In Perspective: Nutrient standards likely coming soon
click image to zoom“With the entire fertilizer industry working with associations like ARA and TFI, hopefully, strict, unrealistic rules and regulations can be avoided. But it is not a sure thing. Ag retailers and their farmer customers have to buy into the ResponsibleAg initiative.” Two recent court decisions announced in late September indicate more fertilizer and nutrient management regulations likely will be coming for ag retailer across the country.
The first court case involved a District Court judge deciding if the environmental protection Agency had the authority to set and enforce Total Maximum Daily Load for the Chesapeake Bay.
U.S. District Court Judge Sylvia Rambo ruled that EPA did have the authority. The case centered on whether EPA had overstepped its bounds under the federal Clean Water Act, created an unfair process and used fl awed standards.
This lawsuit was brought to court by the American Farm Bureau Federation in 2011 and was supported by numerous agriculture industry associations. Many of these groups issued statements indicating their disappointment in the new ruling.
AFBF’s main complaint with the recent ruling was that “Congress did not authorize EPA to dictate how farmers, builders, homeowners and towns would share the responsibility of achieving clean water,” Bob Stallman, president, AFBF, wrote.
The broader concern for ag retailers is how EPA will move forward with establishing TMDL levels and enforce its rules for the Chesapeake Bay.
In a second lawsuit, the U.S. District Court in Eastern Louisiana ordered the EPA to decide whether to set new limits on the pollution in waterways that lead to algae blooms. The court told the EPA it has six months to make a decision.

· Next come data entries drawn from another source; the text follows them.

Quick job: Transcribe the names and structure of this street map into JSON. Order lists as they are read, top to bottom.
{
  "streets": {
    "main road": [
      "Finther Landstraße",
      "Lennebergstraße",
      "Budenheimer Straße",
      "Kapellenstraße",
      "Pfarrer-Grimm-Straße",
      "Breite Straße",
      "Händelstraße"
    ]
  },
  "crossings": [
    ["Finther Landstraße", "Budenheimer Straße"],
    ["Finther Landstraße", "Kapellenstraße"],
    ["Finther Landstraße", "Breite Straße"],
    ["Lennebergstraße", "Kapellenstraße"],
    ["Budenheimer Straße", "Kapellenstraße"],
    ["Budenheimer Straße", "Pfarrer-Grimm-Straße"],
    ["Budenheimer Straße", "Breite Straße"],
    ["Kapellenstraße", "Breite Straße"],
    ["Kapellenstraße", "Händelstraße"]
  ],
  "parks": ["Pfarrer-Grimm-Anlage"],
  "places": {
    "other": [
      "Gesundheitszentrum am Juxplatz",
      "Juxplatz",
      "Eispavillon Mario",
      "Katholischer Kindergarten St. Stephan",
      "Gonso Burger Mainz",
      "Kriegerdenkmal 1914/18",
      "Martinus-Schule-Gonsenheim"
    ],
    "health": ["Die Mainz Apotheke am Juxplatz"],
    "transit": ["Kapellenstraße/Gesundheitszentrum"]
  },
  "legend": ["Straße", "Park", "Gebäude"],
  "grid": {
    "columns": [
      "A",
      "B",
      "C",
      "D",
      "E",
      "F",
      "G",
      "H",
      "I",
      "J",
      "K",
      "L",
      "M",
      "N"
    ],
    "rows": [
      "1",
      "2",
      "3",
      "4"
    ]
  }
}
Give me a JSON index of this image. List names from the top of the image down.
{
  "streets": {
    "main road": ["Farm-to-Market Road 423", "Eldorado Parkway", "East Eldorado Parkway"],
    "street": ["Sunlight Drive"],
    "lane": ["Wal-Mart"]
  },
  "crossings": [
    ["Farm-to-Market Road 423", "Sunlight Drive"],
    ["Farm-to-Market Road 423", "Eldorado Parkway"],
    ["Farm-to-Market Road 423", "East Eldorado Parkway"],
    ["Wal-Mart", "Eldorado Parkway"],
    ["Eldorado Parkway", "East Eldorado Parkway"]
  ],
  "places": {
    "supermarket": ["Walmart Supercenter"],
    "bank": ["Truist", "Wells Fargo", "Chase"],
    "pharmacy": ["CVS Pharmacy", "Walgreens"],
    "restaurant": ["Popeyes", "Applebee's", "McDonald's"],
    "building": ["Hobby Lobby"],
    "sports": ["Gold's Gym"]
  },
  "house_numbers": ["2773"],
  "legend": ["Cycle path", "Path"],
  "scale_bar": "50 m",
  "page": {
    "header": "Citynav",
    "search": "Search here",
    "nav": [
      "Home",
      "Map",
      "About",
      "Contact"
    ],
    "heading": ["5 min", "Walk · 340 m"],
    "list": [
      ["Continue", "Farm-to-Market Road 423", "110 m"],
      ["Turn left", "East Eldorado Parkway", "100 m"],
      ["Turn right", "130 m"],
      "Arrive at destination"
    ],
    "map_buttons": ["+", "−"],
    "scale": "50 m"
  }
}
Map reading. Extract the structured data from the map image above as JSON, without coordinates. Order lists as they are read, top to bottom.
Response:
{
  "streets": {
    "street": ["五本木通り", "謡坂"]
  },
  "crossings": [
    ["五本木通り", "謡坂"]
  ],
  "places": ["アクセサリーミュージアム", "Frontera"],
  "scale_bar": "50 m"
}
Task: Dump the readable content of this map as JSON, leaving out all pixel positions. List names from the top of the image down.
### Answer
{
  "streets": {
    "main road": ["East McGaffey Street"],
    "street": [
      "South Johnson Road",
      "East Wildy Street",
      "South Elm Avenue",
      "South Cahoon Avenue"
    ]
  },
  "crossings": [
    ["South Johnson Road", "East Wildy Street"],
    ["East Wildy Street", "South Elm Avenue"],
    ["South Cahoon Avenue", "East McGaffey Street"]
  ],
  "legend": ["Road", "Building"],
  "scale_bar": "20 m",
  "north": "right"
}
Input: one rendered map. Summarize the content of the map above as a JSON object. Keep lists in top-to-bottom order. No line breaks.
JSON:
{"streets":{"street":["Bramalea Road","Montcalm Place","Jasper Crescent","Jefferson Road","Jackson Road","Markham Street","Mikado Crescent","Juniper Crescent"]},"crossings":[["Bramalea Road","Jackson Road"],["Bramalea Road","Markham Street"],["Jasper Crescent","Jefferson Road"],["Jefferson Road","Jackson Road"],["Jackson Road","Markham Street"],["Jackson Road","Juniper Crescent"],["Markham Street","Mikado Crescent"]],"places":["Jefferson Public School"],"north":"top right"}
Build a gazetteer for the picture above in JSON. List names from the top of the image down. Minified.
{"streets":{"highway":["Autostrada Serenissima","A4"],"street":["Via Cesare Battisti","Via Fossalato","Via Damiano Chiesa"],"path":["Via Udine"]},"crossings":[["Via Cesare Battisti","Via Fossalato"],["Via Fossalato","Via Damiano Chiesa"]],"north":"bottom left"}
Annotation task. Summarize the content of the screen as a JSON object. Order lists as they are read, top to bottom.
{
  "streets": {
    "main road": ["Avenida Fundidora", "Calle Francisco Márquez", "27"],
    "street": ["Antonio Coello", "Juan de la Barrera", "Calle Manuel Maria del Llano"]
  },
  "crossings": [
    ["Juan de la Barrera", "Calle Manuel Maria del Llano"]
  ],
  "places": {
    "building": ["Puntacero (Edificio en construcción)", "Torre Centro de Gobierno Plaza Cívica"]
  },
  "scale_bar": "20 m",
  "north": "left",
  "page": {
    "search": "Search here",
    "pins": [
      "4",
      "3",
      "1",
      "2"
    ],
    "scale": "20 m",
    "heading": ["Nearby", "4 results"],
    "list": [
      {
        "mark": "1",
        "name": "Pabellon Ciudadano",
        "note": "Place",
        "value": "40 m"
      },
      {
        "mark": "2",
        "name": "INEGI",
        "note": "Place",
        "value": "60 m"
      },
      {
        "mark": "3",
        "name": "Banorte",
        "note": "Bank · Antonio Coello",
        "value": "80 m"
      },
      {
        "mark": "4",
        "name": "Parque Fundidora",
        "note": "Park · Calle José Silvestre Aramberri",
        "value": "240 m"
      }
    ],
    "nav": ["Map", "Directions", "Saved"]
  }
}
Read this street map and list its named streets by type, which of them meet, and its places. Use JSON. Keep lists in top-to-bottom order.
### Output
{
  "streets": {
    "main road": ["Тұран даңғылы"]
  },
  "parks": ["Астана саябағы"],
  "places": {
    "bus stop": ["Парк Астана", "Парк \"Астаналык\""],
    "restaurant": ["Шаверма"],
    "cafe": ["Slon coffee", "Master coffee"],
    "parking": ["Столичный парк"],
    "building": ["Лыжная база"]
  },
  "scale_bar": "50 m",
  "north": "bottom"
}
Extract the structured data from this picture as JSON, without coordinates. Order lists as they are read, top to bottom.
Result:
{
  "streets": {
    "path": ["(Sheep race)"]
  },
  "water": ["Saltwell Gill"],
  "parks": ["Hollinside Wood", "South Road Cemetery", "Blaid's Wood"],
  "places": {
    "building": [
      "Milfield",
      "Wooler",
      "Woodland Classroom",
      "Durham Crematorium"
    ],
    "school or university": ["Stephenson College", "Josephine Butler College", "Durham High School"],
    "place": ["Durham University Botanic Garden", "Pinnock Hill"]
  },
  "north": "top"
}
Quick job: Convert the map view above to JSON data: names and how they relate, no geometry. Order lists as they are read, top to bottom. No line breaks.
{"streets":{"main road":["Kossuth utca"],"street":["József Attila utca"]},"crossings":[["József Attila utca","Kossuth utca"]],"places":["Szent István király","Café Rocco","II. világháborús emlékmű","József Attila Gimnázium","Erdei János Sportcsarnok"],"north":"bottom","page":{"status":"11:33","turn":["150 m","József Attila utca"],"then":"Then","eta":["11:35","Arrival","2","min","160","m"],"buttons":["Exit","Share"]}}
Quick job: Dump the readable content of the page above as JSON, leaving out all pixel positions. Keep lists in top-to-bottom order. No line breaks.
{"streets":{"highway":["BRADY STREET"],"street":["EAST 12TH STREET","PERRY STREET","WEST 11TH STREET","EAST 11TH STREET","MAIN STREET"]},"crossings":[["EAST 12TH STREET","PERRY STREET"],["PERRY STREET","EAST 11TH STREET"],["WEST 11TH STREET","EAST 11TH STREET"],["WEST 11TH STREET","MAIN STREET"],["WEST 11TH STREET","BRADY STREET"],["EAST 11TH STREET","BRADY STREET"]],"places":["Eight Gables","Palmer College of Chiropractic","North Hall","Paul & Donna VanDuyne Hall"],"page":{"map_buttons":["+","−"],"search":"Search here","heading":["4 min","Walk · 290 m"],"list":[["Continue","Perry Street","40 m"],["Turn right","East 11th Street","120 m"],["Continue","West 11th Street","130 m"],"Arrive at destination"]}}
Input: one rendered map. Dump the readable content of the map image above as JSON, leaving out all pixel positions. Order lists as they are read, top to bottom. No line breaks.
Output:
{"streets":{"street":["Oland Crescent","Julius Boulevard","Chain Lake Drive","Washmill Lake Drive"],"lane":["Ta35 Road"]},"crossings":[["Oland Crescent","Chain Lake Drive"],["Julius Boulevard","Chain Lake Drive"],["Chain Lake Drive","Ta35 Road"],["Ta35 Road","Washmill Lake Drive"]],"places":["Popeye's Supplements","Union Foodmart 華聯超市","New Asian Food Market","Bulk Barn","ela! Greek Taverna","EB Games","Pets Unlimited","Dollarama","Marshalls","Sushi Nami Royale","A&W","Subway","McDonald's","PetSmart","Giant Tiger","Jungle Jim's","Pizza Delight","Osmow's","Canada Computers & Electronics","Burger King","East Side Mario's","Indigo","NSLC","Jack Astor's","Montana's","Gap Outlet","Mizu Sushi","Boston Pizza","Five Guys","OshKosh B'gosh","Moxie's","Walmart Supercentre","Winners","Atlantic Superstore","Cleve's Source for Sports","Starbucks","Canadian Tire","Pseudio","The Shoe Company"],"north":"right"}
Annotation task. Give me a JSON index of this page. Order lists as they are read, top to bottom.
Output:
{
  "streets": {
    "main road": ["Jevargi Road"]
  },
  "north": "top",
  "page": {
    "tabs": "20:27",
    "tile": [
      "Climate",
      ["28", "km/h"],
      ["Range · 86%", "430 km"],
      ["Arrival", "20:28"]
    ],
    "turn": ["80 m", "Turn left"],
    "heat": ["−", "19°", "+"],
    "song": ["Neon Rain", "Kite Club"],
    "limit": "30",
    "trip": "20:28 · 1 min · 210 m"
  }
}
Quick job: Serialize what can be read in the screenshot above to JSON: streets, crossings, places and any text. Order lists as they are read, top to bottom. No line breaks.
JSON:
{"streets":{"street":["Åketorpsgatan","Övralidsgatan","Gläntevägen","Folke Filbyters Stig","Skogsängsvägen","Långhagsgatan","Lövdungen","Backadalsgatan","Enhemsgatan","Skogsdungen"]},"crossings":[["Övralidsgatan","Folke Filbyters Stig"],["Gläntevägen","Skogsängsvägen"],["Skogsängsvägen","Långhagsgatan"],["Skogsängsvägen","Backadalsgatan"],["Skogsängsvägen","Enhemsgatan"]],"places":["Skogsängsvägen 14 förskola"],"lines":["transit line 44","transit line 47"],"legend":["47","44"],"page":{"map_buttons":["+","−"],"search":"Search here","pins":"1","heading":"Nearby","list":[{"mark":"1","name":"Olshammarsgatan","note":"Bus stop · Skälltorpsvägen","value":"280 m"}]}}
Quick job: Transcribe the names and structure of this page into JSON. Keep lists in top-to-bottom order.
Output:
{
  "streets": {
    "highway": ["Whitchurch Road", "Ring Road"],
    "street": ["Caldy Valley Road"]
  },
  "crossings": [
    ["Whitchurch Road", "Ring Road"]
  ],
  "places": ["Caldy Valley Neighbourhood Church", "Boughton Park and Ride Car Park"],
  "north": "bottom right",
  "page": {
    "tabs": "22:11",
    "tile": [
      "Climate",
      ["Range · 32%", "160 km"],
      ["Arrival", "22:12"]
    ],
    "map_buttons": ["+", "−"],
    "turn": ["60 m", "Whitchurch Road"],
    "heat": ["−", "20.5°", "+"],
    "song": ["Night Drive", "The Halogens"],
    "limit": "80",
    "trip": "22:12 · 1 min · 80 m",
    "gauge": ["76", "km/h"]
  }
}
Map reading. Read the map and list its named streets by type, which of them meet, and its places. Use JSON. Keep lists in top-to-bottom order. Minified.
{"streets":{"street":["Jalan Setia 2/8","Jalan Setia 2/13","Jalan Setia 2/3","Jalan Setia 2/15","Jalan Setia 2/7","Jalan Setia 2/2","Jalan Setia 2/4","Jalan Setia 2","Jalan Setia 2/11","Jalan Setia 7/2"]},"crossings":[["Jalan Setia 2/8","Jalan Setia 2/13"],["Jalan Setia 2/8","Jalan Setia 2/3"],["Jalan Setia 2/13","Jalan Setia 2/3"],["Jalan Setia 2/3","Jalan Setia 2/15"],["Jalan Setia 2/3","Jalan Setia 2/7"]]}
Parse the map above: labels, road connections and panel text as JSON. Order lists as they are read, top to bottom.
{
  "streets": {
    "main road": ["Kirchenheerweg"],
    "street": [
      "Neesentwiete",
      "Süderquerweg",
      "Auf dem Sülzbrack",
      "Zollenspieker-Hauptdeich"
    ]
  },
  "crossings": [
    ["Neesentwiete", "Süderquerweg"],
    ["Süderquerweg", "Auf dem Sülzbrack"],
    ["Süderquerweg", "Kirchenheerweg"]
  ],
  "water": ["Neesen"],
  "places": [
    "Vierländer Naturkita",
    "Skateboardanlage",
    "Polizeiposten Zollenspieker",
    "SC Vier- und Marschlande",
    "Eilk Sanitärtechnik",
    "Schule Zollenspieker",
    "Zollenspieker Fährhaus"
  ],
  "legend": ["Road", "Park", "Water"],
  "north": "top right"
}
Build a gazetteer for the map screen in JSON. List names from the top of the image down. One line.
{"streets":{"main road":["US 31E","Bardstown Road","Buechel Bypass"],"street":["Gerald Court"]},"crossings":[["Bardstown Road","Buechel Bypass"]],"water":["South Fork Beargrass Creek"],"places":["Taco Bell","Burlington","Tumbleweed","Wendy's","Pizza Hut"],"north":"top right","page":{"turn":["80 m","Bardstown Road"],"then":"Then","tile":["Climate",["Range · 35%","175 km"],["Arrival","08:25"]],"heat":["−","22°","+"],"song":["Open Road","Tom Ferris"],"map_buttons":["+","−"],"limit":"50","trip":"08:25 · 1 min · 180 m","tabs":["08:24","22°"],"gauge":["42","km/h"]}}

This lawsuit was brought by a group of conservation groups, headed by the Natural Resources Defense Council (NRDC). NRDC claims EPA has been silent on the issue and needs to take action. In a lawsuit filed a year and a half ago, EPA was asked to establish quantifiable standards and cleanup plans for nitrogen and phosphorus pollution. The recent court decision ruled that EPA had refused to provide a direct answer, which is unlawful.
These two court cases should be taken as wakeup calls for the ag retail industry. Regulations on fertilizer and nutrient management are coming. With the court ruling that EPA has the authority to set and enforce fertilizer limits under the Clean Water Act in the Chesapeake Bay area, it’s not a stretch that EPA will use a similar model to set and enforce nutrient standards in the Midwest. With the court ruling in Louisiana, EPA will be looking at making a decision on whether to set limits for the Mississippi River basin, which would impact all ag retailers and farming operations in the Midwest.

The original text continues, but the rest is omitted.